Man gets life without parole in 2012 murder

Prosecutor: Shooting had no apparent motive

tchitwood@ledger-enquirer.comApril 23, 2014 

Oscar Senior

A Columbus jury today found Oscar Senior guilty of murder in the April 13, 2012, fatal shooting of Charles Willis III, a case in which investigators could find no motive.

Superior Court Judge Maureen Gottfried sentenced Senior to life without parole on his murder charge with 20 years to serve concurrently for aggravated assault. He was sentenced to an additional five years for using a firearm to commit a crime.

Witnesses testified Willis, 31, was sitting in his car at Lawyers Lane and Seventh Street around 5 p.m. when he saw Senior walking by and called out to him. The encounter was not confrontational, they said, recalling that Willis shouted greetings such as “Hey, what’s up, Oscar?” and “Hey, it’s Charles.” Senior’s girlfriend, who witnessed the shooting, said Willis also added, “Oh, so that’s how it’s going to be with your homeboy Charles,” when Senior did not respond.

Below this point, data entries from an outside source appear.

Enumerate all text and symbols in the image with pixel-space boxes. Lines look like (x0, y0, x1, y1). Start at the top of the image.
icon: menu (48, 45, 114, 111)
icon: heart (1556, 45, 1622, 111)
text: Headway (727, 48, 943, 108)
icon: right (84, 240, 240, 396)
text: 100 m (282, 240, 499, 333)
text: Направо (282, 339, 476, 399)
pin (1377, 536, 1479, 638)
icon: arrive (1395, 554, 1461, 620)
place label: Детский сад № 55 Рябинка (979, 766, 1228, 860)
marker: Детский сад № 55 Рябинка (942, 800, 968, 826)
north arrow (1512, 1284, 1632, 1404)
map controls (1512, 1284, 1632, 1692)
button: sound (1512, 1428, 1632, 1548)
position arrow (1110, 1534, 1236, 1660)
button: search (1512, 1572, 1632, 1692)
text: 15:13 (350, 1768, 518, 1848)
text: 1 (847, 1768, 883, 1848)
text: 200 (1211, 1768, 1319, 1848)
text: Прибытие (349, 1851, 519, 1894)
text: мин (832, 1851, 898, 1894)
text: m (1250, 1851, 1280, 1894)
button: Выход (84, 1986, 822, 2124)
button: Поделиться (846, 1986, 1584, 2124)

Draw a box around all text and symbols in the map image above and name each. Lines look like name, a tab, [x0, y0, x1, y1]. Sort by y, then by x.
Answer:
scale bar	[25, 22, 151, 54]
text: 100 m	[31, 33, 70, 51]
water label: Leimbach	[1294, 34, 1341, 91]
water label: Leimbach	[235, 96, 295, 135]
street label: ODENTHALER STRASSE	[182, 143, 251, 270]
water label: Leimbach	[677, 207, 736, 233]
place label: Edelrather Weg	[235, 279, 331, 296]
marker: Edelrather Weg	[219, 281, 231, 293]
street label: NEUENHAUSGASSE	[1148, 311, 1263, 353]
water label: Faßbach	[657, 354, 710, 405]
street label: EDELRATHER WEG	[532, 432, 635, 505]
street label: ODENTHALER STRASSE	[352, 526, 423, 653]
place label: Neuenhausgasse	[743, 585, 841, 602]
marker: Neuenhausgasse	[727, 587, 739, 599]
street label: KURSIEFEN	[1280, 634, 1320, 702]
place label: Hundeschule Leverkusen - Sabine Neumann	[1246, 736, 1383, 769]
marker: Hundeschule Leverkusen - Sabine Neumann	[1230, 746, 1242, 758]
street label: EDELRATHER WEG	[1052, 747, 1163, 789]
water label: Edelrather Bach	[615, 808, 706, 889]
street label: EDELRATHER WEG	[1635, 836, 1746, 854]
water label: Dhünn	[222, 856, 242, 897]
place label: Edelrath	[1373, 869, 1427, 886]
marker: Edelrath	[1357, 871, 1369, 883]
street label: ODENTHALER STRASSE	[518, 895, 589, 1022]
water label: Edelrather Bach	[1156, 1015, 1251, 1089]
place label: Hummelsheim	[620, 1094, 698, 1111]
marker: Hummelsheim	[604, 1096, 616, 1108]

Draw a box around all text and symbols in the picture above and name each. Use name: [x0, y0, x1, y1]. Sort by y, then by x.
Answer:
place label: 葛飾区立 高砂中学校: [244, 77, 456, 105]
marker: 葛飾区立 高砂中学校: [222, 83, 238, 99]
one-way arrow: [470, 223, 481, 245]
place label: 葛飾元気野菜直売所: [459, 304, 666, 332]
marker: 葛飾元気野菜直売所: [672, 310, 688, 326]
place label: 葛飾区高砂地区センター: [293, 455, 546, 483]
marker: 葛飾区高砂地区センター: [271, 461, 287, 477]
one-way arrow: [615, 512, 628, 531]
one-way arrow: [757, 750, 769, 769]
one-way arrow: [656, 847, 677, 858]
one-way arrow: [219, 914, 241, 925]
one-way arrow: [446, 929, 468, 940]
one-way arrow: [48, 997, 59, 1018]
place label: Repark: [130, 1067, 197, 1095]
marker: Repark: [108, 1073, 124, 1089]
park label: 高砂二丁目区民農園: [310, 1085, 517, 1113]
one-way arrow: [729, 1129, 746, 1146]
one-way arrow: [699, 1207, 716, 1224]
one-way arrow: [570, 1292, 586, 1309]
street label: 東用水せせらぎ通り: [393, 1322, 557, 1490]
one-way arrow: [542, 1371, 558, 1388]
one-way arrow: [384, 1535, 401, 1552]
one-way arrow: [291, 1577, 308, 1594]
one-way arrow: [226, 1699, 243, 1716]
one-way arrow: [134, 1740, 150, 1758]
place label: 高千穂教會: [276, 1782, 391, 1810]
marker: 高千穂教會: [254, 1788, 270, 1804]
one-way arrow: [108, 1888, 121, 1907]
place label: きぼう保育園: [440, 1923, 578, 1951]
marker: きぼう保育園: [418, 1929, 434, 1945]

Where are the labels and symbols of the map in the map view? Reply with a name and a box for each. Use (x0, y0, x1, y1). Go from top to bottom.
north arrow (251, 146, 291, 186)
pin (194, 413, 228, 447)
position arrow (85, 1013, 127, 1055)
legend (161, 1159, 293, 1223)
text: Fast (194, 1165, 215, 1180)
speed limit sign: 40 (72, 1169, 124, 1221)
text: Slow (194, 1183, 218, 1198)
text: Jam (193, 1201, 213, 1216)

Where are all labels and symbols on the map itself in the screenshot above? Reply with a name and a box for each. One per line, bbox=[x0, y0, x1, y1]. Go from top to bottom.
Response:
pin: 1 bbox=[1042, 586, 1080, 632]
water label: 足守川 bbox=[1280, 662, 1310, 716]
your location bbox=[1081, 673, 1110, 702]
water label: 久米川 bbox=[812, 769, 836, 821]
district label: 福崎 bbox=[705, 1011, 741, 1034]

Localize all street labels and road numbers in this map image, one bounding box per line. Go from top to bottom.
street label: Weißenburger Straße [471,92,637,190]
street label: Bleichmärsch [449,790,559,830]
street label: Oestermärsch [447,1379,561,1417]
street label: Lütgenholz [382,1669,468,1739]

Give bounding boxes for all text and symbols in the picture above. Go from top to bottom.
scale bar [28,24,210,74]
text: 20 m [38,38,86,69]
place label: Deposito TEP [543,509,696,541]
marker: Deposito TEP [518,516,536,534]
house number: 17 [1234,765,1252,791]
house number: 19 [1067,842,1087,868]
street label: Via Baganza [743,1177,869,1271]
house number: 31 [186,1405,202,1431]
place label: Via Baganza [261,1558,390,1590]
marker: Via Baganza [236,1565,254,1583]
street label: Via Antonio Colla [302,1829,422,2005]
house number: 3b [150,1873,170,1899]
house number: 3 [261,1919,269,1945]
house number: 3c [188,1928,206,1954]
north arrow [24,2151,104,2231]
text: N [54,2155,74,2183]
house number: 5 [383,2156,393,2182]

Three witnesses said Senior, who had been walking with his girlfriend and her small child, pulled a handgun from his pants and emptied it into the car, the fatal shot hitting Willis in the head. A passenger in the vehicle, Douglas Body, ducked out and took cover as Senior fled, police said.

Willis fell dead beside his car. Senior for nearly six months remained on the run from police, who finally arrested him off Pecan Street on Sept. 27, 2012.

In his closing argument this morning, Senior Assistant District Attorney Don Kelly told the jury he could not fathom a motive for the assault: “Why did Oscar Senior shot Charles Willis? I don’t know.”

Willis was unarmed and presented no danger, Kelly said: “There was no threat. There was no weapon. There was nothing…. There is no evidence of self-defense.”

Senior’s defense attorney was Vicki Novak of the public defender’s office, who argued witnesses said Senior had a revolver, and evidence showed it was either a .38-caliber or a .357 Magnum. A revolver that size would have held only five to six bullets, yet bullet holes at the crime scene indicated seven or eight shots were fired, Novak said.

“I do believe there’s evidence of another shooter,” she said, later adding, “All you have to do is count.”

Police said they never found the handgun used in the slaying.

Novak also argued Senior had reason to fear for his safety because two weeks earlier, someone had fired 13 shots at the home he shared with his girlfriend and child.

Kelly dismissed the idea of a “second shooter,” reminding jurors three witnesses, including Senior’s girlfriend, said they saw him shoot Willis. To argue otherwise is “pure speculation,” he said. “There’s no evidence to support it.”

Kelly noted also that for months after the shooting, Senior apparently was “living on the street” to avoid capture, which would not be the conduct of an innocent man or one whose actions were justified.